**WORK TASK**
Looking through the records that follow, determine how many lines contain "Bolimowska" and reply with that number alone.

**Collected data**
----------
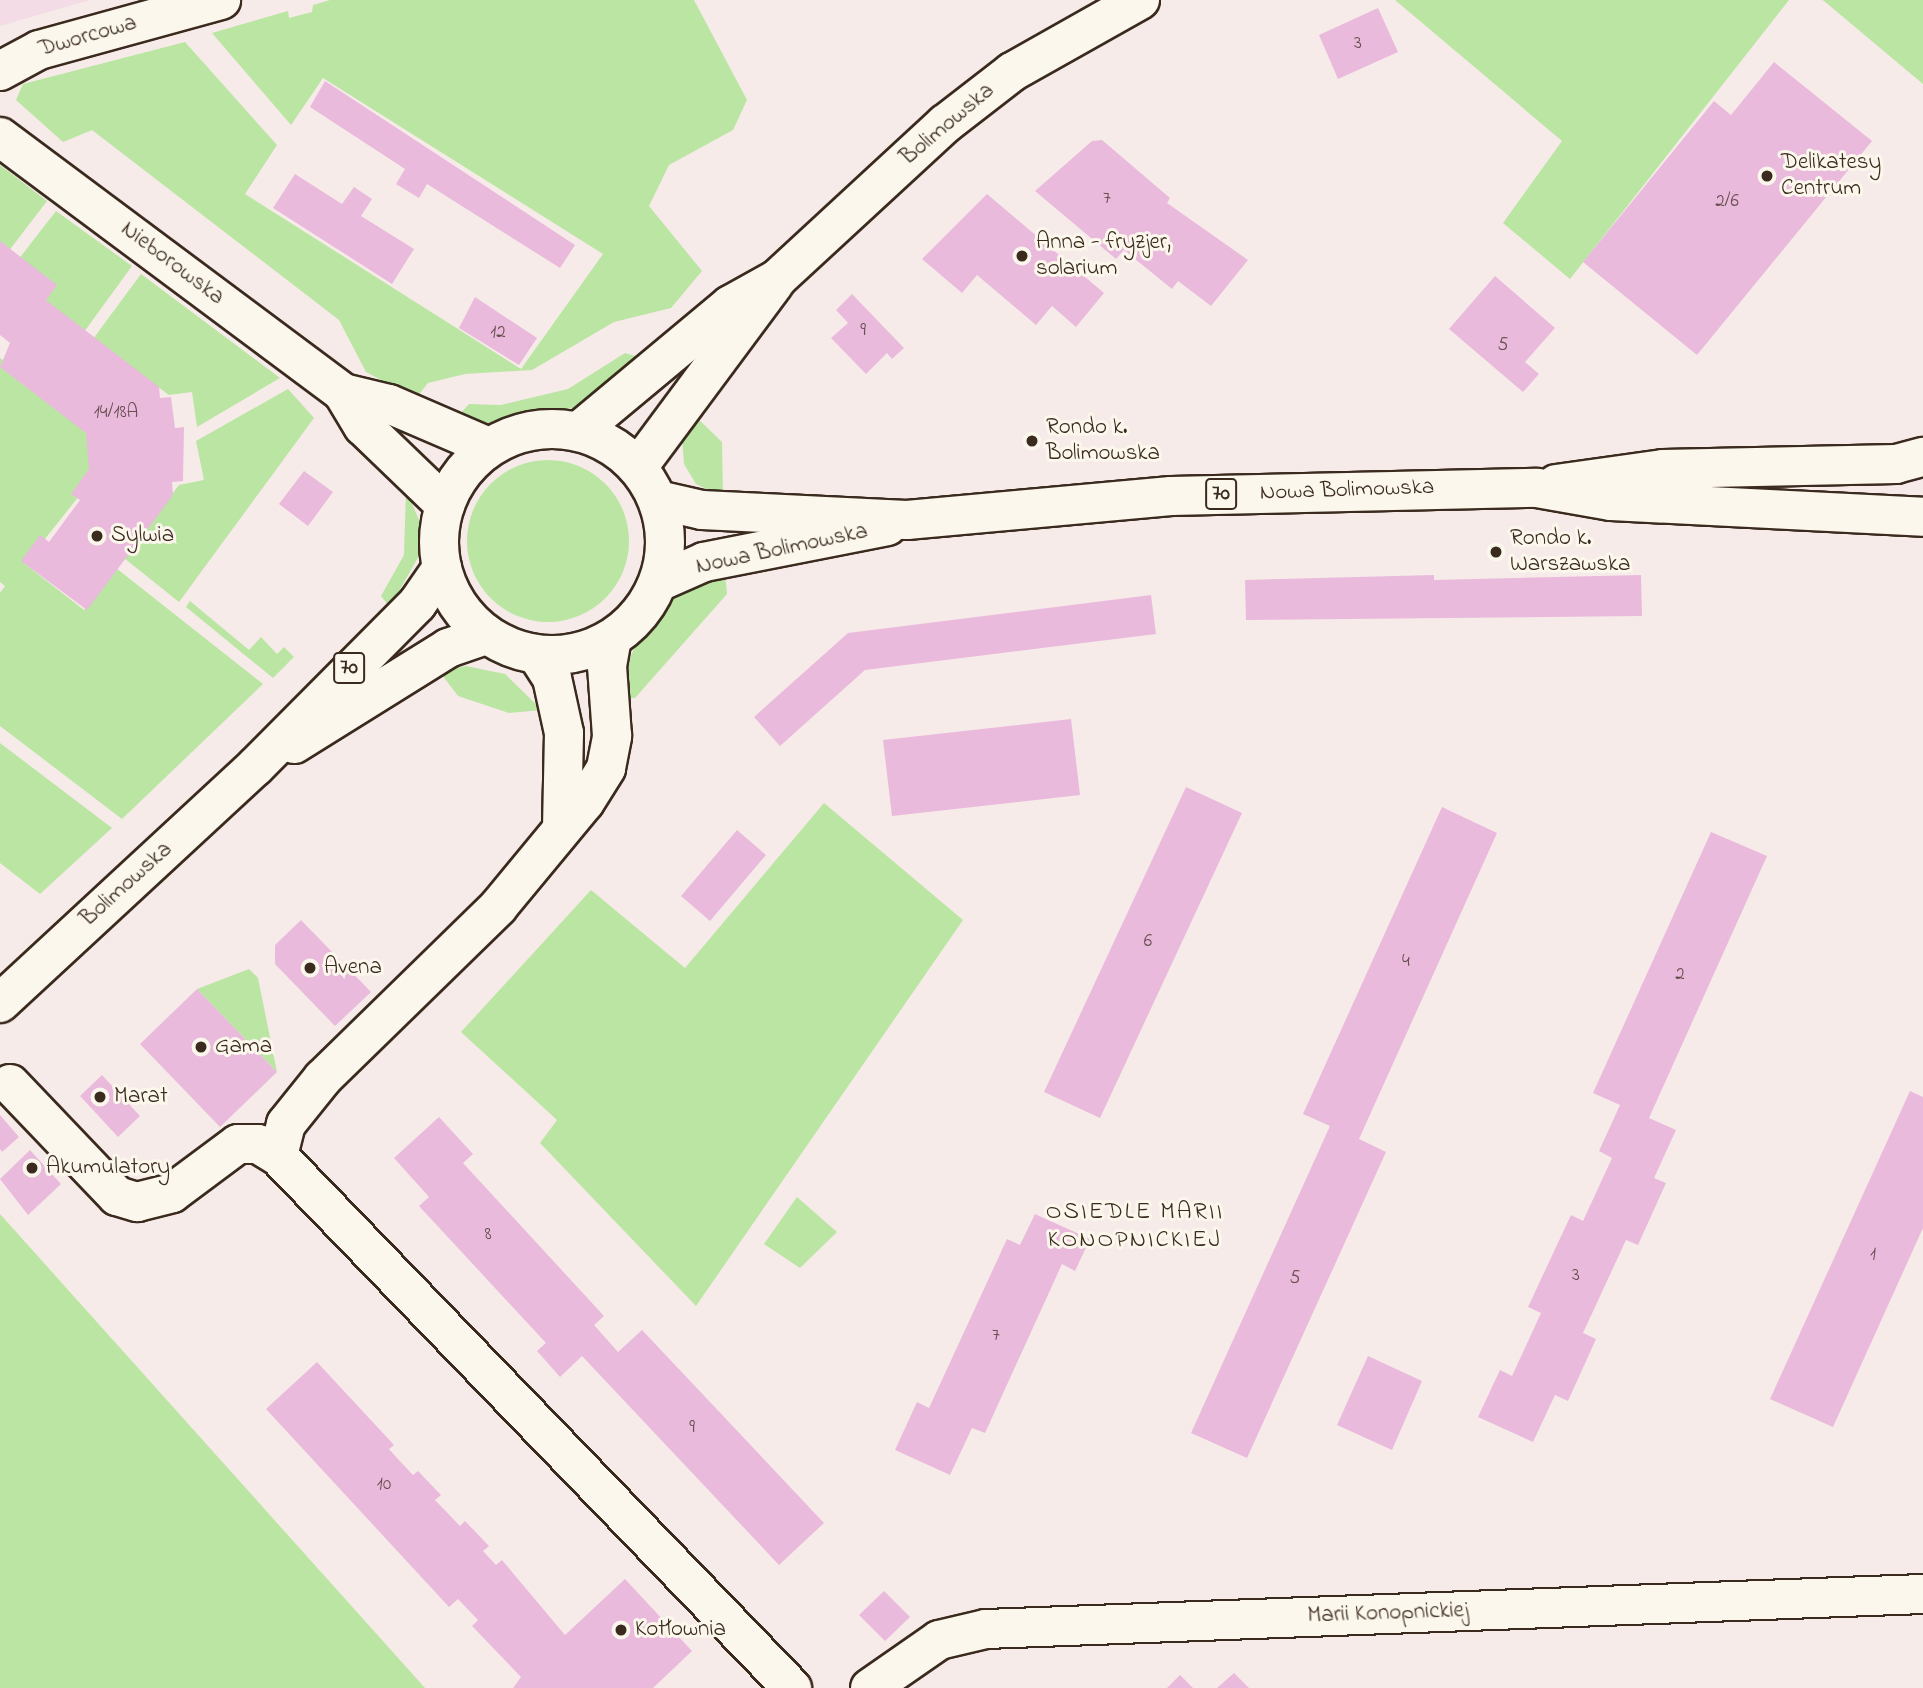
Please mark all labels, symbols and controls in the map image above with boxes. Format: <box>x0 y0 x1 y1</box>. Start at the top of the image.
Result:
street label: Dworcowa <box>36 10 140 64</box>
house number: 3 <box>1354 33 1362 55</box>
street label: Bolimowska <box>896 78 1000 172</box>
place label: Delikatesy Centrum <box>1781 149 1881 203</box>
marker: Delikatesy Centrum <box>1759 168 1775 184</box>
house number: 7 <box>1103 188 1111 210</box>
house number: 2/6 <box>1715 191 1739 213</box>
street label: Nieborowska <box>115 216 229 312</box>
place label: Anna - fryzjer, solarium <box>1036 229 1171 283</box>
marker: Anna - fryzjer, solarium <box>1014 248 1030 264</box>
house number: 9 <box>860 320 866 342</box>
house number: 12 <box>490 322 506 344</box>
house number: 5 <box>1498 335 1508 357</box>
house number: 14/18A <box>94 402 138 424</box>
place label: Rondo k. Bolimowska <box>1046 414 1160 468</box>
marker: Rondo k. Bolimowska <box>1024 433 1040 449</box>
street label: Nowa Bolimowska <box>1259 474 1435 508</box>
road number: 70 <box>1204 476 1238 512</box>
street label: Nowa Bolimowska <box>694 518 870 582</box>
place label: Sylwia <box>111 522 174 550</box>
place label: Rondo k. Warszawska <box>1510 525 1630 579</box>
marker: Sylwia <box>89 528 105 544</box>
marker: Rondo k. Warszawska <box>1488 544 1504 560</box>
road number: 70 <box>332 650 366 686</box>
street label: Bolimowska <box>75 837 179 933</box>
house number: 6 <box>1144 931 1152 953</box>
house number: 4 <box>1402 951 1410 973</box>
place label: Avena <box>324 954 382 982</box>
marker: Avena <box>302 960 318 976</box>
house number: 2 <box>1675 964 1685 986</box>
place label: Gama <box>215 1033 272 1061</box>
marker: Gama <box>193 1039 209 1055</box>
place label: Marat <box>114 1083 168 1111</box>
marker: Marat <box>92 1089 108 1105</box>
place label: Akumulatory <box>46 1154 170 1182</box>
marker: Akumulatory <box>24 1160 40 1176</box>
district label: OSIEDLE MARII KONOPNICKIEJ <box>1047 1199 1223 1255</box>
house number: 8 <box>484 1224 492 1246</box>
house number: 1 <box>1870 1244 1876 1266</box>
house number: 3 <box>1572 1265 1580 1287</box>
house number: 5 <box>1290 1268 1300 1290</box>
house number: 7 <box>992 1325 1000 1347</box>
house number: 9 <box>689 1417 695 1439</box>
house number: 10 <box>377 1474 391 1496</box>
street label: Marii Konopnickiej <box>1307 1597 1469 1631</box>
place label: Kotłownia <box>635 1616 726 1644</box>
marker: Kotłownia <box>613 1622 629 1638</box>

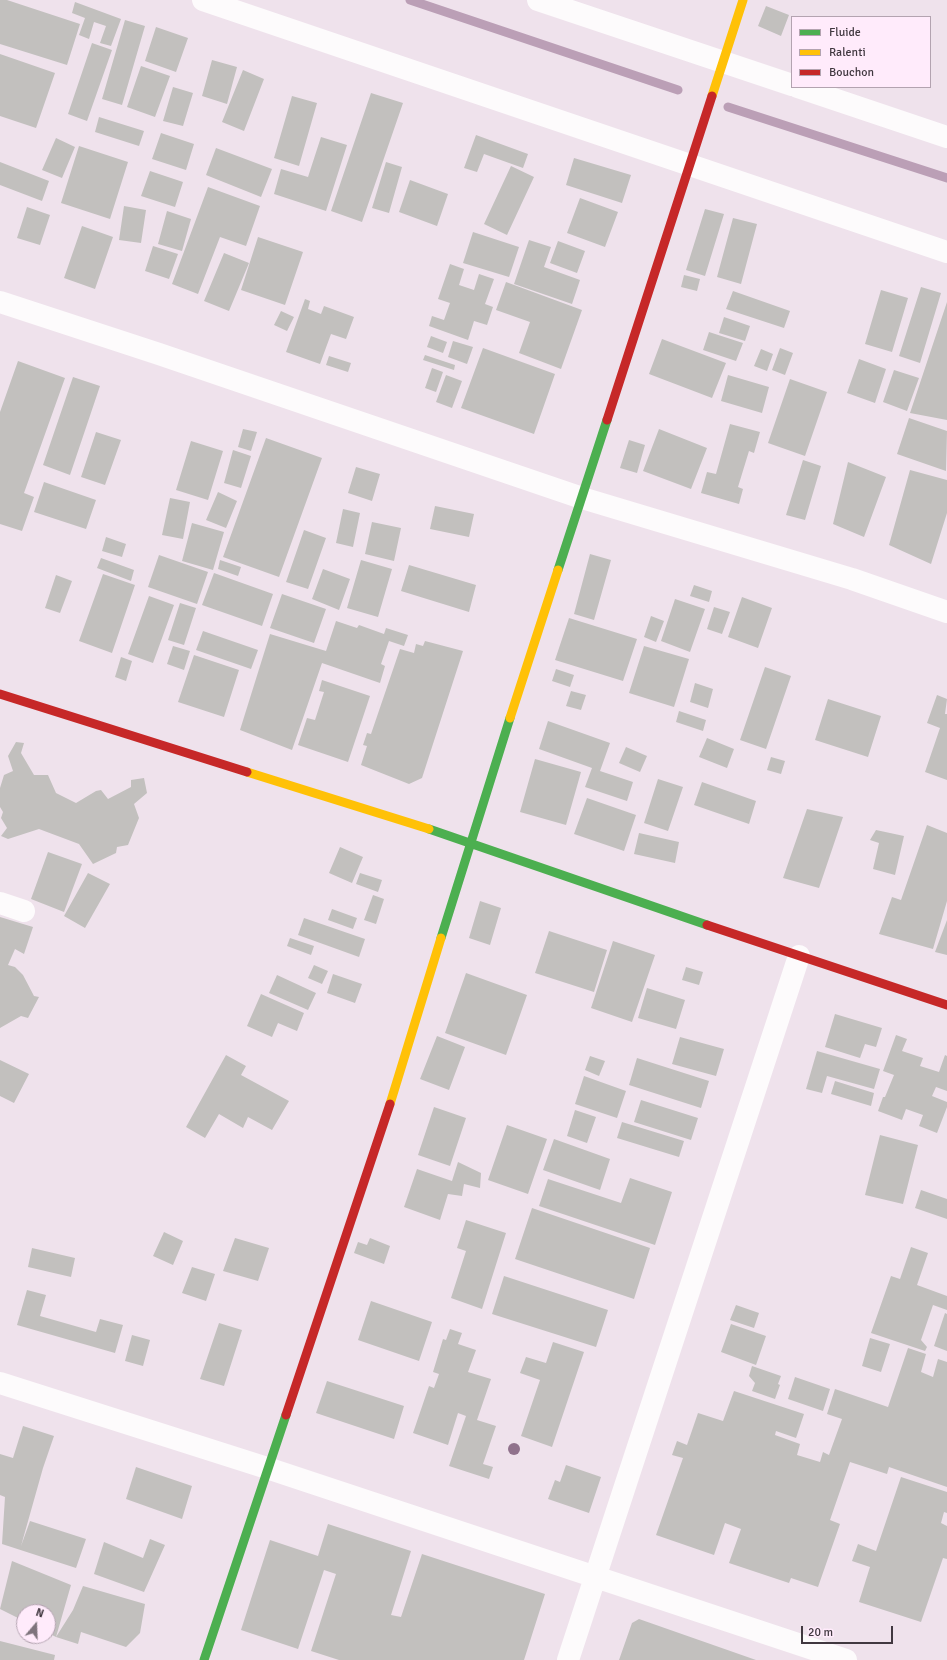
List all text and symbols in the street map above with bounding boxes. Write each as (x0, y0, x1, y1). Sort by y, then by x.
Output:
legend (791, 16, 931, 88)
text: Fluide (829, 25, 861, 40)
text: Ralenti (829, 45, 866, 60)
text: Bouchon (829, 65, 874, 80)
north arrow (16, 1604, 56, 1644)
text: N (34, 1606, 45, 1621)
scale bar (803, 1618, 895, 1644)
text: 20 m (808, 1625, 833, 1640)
----------
**ANSWER TO THIS PROBLEM**
6